Vrindavan, around 15 km from Mathura, is a little town and a major place of pilgrimage on the banks of Yamuna. Attracting about 500 000 pilgrims every year, mainly during major festivals like Janmashtami, Holi and Radhashtami, it is noted for its numerous temples, both old and modern, big and small (allegedly 5000 altogether). Vrindavan is synonymous with the childhood pastimes of Sri Krishna. Vrindavan is also the center for various Vaishava groups.
According to another tradition, it was named after Vrinda Devi, one of Krishna's consorts. The earliest known shrine in Vrindavan is said to have been built by the local Gosvamis in a large garden called Nidhiban. According to tradition, Mughal Emperor Akbar was taken blindfolded inside the grove where he had some kind of a spiritual experience. As a result, he acknowledged the spot as being holy ground. The four temples that were built in honor of his visit are Madan Mohan, Govinda Deva, Gopinath, and Jugal Kishore.

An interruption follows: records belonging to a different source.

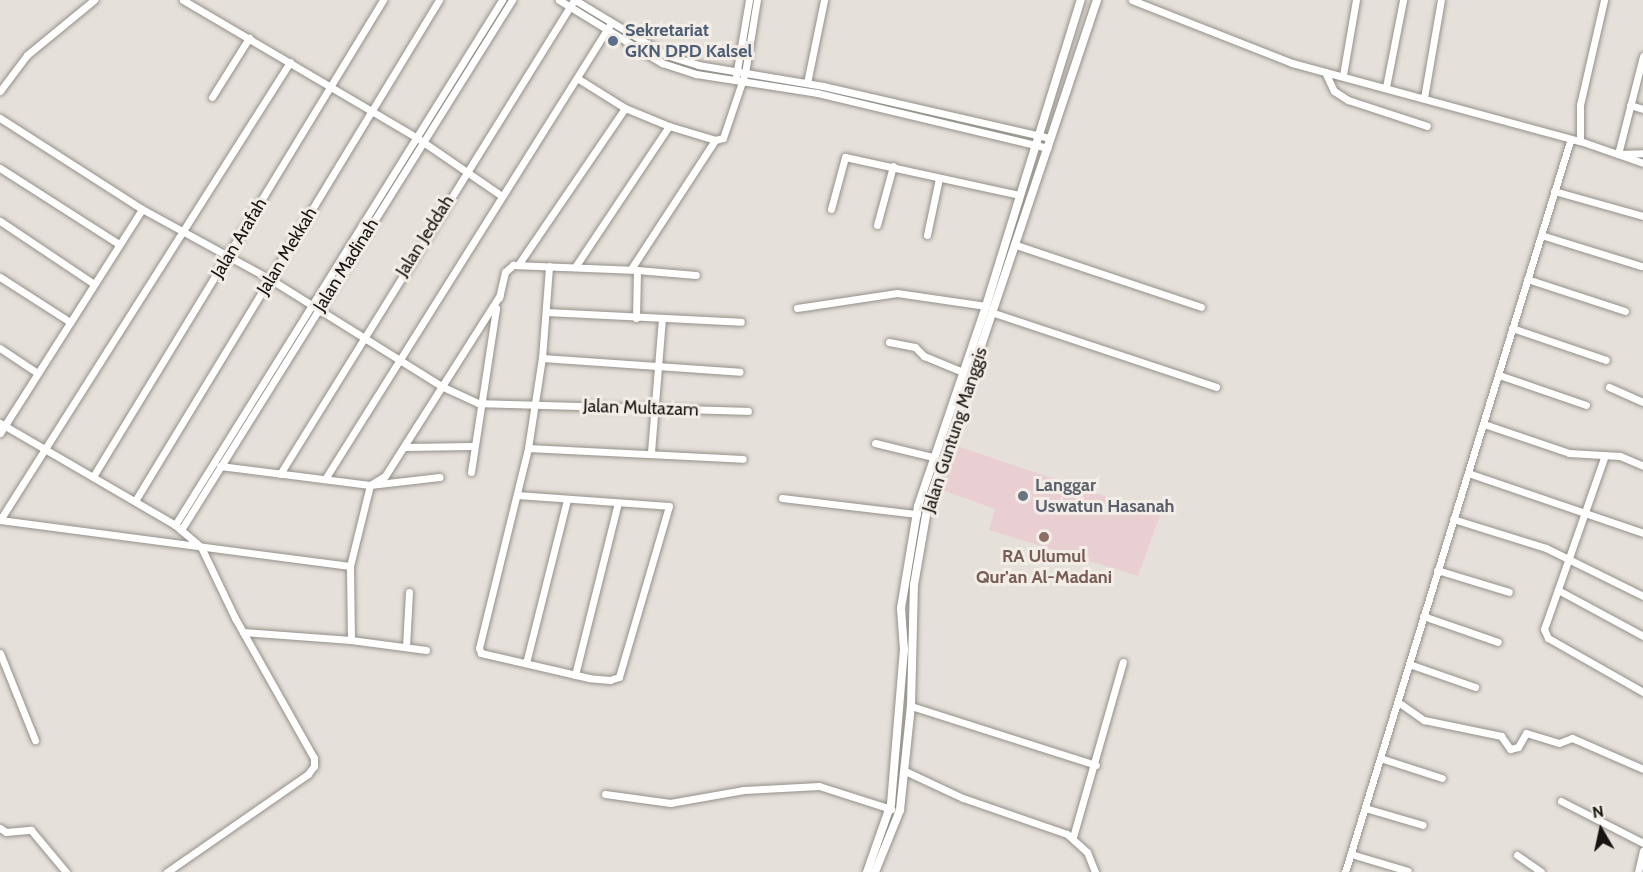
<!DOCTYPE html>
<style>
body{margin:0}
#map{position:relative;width:1643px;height:872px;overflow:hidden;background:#e5e0d9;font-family:Cabin,sans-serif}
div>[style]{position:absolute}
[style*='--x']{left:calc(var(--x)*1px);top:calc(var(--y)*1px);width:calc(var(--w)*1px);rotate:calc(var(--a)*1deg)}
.education>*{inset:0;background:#eacfd2}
.roads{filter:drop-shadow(0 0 2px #94908a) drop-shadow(0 0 2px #94908a)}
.minor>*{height:7px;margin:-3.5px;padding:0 3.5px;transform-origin:3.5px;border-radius:3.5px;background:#fff}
.tertiary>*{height:8px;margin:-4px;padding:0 4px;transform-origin:4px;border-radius:4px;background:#fff}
.dots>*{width:16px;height:16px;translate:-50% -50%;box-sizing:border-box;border:3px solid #f2ede6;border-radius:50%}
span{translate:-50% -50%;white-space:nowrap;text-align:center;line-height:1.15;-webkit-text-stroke:6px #f2ede6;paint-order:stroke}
.service-label{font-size:18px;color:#4e5e75;font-weight:700}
.left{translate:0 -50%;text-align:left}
.street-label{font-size:18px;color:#161412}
.worship-label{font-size:18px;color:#5b616d;font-weight:700}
.education-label{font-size:18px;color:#785e54;font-weight:700}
.north{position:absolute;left:1571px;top:800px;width:60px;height:60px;-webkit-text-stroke:4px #f2ede6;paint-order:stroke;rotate:351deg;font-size:16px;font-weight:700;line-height:24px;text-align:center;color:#161412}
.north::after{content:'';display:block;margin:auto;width:21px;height:27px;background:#161412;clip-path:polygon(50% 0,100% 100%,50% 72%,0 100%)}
</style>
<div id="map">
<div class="education">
<div style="clip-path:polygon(957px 446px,1160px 515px,1138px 576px,989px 530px,995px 509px,942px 490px)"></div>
</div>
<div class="roads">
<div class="minor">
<div style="--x:183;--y:0;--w:270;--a:30.5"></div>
<div style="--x:416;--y:137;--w:104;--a:34.5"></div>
<div style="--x:559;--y:0;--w:121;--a:31.5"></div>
<div style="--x:662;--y:63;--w:36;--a:18"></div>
<div style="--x:696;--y:74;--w:122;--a:8.9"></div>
<div style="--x:817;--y:93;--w:237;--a:13.4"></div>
<div style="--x:575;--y:0;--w:106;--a:31.1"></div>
<div style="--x:666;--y:55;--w:34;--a:17"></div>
<div style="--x:698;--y:65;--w:127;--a:9.5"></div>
<div style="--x:823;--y:86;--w:233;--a:12.9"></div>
<div style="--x:1132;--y:0;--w:172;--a:21.5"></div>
<div style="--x:1292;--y:63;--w:298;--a:15.2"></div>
<div style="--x:1580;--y:141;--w:67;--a:19.2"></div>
<div style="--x:1643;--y:56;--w:101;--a:104.3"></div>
<div style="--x:1618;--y:154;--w:25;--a:-2"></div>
<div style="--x:1325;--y:72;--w:21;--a:65"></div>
<div style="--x:1334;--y:91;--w:17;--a:33"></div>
<div style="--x:1348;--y:100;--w:83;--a:18.2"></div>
<div style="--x:1343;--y:75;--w:76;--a:-80.2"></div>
<div style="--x:736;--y:76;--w:77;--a:-80.3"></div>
<div style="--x:577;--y:78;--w:57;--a:32"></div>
<div style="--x:807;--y:83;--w:85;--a:-78.4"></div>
<div style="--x:1386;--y:87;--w:89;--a:-78.9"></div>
<div style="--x:0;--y:91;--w:45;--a:-53.1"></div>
<div style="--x:27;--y:55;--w:87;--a:-39.4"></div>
<div style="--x:212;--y:97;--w:70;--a:-57.9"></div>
<div style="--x:1424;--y:98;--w:99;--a:-80.2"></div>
<div style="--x:1630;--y:105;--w:14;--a:17"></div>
<div style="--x:0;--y:118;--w:169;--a:32.7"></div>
<div style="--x:142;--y:209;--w:146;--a:28.7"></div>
<div style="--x:270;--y:279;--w:202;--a:32"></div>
<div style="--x:441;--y:386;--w:41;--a:24.7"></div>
<div style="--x:478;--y:403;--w:270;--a:1.7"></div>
<div style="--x:1580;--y:141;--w:36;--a:-90"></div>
<div style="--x:1580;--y:105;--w:108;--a:-77.1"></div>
<div style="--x:0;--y:168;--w:141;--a:32.6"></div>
<div style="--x:1554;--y:191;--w:92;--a:15.7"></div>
<div style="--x:831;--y:209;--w:54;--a:-74.9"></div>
<div style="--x:845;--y:157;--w:178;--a:12.3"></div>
<div style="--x:0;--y:221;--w:113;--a:33.8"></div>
<div style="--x:877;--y:225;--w:61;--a:-74.8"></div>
<div style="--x:927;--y:235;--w:58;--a:-78.1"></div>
<div style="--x:1541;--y:235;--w:105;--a:17.2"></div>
<div style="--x:1016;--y:245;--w:195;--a:18.5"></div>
<div style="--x:518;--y:265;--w:190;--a:-55.7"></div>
<div style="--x:625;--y:108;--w:48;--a:22.2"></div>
<div style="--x:669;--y:126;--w:48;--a:16.9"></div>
<div style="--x:715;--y:140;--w:8;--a:-14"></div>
<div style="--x:723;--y:138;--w:69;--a:-71.3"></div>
<div style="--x:745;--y:73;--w:74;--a:-80.7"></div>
<div style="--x:575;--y:267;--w:169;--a:-56.3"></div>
<div style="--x:631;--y:269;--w:154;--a:-56.9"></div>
<div style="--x:637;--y:270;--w:59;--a:4.8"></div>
<div style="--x:0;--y:277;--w:83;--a:32.7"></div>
<div style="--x:1527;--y:279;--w:103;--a:18.1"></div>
<div style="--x:499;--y:298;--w:27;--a:-77"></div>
<div style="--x:505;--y:272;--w:11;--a:-41"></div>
<div style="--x:513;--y:265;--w:124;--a:2.3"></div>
<div style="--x:637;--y:270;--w:48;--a:91.2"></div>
<div style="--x:797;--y:308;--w:101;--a:-8.5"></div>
<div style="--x:897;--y:293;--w:90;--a:8.3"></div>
<div style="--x:546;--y:312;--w:195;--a:2.9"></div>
<div style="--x:994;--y:313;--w:234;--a:18.4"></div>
<div style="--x:1512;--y:328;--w:99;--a:18.8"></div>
<div style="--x:889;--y:342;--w:26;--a:11"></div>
<div style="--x:915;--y:347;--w:13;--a:45"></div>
<div style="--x:924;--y:356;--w:42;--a:22.3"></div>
<div style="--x:0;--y:348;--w:43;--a:33.7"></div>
<div style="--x:542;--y:358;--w:198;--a:4"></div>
<div style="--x:1499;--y:375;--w:92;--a:19"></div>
<div style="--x:1609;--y:387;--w:37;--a:24"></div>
<div style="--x:0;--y:423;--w:203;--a:30.2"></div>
<div style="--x:175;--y:525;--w:34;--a:40"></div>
<div style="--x:201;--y:547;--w:79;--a:64.4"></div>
<div style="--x:235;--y:618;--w:161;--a:60.6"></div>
<div style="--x:314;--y:758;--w:8;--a:90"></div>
<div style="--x:314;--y:766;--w:10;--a:127"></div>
<div style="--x:308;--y:774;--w:172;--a:145.2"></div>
<div style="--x:1484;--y:424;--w:90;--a:18.8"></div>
<div style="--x:1569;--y:453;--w:51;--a:3.4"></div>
<div style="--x:1620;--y:456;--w:25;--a:23"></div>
<div style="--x:0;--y:433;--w:265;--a:-57.6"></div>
<div style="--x:875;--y:443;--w:60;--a:13.6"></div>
<div style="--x:405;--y:447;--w:68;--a:-0.8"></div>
<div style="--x:528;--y:448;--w:215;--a:2.9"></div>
<div style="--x:651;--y:452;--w:133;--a:-85.3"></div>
<div style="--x:1605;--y:455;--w:184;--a:109.3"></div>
<div style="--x:1544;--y:629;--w:10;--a:66"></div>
<div style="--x:1548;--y:638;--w:109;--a:29.6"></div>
<div style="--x:220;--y:466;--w:151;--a:7.2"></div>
<div style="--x:370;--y:485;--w:17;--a:-31"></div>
<div style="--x:385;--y:476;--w:214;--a:-57.6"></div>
<div style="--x:471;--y:472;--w:166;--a:-81.3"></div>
<div style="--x:1468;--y:473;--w:185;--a:18.9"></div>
<div style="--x:280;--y:474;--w:558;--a:-58.19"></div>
<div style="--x:94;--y:475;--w:556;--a:-58.68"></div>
<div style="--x:325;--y:479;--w:538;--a:-57.9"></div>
<div style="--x:517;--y:495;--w:152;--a:4.1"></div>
<div style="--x:669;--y:506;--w:178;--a:106.3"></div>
<div style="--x:619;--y:677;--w:9;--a:162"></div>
<div style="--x:610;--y:680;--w:21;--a:-175"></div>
<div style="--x:589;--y:678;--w:111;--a:-167"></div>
<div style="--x:481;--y:653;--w:5;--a:-112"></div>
<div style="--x:479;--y:648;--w:206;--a:-76.2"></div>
<div style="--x:528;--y:448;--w:91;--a:-81.2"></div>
<div style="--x:542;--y:358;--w:92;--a:-85.6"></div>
<div style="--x:782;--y:498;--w:136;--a:6.8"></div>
<div style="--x:135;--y:501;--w:586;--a:-58.75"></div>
<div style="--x:1453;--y:519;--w:97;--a:17.3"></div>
<div style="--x:1546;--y:548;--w:108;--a:26.3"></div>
<div style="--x:0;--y:520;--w:542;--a:-57.66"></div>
<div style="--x:0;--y:520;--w:353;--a:7.5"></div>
<div style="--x:175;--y:525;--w:619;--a:-58.08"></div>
<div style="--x:181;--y:530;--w:625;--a:-58.01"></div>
<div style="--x:1437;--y:570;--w:75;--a:17"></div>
<div style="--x:1558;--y:590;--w:97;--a:28.4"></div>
<div style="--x:1423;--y:616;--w:79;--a:19.1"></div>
<div style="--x:243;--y:632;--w:108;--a:4.2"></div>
<div style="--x:406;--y:647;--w:55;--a:-86.9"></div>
<div style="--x:426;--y:650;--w:76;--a:-172.4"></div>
<div style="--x:351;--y:640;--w:74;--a:-90.8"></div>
<div style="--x:350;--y:566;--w:83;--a:-76.1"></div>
<div style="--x:370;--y:485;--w:70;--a:-6.5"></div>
<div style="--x:0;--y:653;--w:94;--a:68.1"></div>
<div style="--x:526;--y:663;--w:168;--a:-75.9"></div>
<div style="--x:1409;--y:664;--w:70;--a:19.2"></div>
<div style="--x:575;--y:675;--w:177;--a:-76"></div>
<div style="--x:1398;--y:702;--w:32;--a:35"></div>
<div style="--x:1424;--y:720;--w:79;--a:11.7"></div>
<div style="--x:1501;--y:736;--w:16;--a:55"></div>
<div style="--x:1510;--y:749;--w:8;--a:-14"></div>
<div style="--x:1518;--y:747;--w:16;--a:-60"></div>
<div style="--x:1526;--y:733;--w:34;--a:17"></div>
<div style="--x:1559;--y:743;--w:14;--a:-21"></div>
<div style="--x:1572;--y:738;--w:77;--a:23.6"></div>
<div style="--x:911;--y:706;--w:194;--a:17.7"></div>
<div style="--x:1380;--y:758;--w:65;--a:17.9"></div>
<div style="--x:905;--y:771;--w:64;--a:25"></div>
<div style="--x:963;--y:798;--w:110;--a:19.1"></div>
<div style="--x:1067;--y:834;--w:27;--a:42"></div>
<div style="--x:1087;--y:852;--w:22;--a:68"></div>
<div style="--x:605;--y:794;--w:66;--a:7.9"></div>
<div style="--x:670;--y:803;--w:75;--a:-10"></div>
<div style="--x:744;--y:790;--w:75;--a:-3.1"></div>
<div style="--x:819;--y:786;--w:76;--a:17.7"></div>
<div style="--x:1561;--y:801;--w:92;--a:27.1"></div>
<div style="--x:1365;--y:808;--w:60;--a:16.3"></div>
<div style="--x:0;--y:828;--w:7;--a:34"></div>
<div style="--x:6;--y:832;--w:25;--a:-5"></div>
<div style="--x:31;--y:830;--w:55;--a:50.2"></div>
<div style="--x:1073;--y:837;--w:182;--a:-74.1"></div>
<div style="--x:1351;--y:854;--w:59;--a:16.6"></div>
<div style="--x:1517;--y:855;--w:29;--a:35"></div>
<div style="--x:1345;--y:872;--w:765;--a:-72.89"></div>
<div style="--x:1638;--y:872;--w:22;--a:-77"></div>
</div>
<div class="tertiary">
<div style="--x:867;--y:872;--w:72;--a:-70.6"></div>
<div style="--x:891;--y:804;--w:155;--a:-85.2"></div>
<div style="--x:904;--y:650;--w:42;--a:-94.1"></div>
<div style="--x:901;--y:608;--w:103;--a:-80.5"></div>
<div style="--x:918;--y:506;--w:211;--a:-71.2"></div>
<div style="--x:986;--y:306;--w:320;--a:-72.8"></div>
<div style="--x:875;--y:872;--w:67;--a:-68"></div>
<div style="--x:900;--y:810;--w:105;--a:-84"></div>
<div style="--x:911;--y:706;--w:121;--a:-88.6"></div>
<div style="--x:914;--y:585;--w:82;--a:-80.2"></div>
<div style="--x:928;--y:504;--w:532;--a:-71.46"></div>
</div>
</div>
<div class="dots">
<div style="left:613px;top:41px;background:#5c6f8a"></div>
<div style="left:1023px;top:496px;background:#6b7280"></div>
<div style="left:1044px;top:537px;background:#8d6e63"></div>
</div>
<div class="service-label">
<span class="left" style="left:625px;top:41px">Sekretariat<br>GKN DPD Kalsel</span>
</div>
<div class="street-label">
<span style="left:425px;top:236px;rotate:-58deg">Jalan Jeddah</span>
<span style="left:239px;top:238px;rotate:-59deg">Jalan Arafah</span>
<span style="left:287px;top:251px;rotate:-59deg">Jalan Mekkah</span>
<span style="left:346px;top:265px;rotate:-58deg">Jalan Madinah</span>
<span style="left:641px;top:408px;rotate:2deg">Jalan Multazam</span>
<span style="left:955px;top:430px;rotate:-72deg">Jalan Guntung Manggis</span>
</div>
<div class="worship-label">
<span class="left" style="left:1035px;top:496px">Langgar<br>Uswatun Hasanah</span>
</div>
<div class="education-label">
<span style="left:1044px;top:567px">RA Ulumul<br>Qur'an Al-Madani</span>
</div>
<div class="north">N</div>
</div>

Temple architecture The basic structure of temples in India is a room or garbhagriha (sanctum sanctorum) where the image (murti) of the main Deity is kept. The temple is approached by a flight of steps and is often built on a platform. A porch covers the entrance to the temple, which is supported by carved pillars. A prominent roof called the shikhara surmounts the top of the garbhagriha, and dominates the surroundings. As time went by, small temples grew into temple complexes. Some temples have a hall (mandap) from where one can see the sanctum sanctorum. Some temples developed their own local flavor apart from adhering to their basic native style. Most of the temples in Vrindavan belong to the North Indian style of temple architecture, while a few conform to a mixed style. Most of the temples now present in Vrindavan were constructed after AD 1000, while some of them are of recent origin.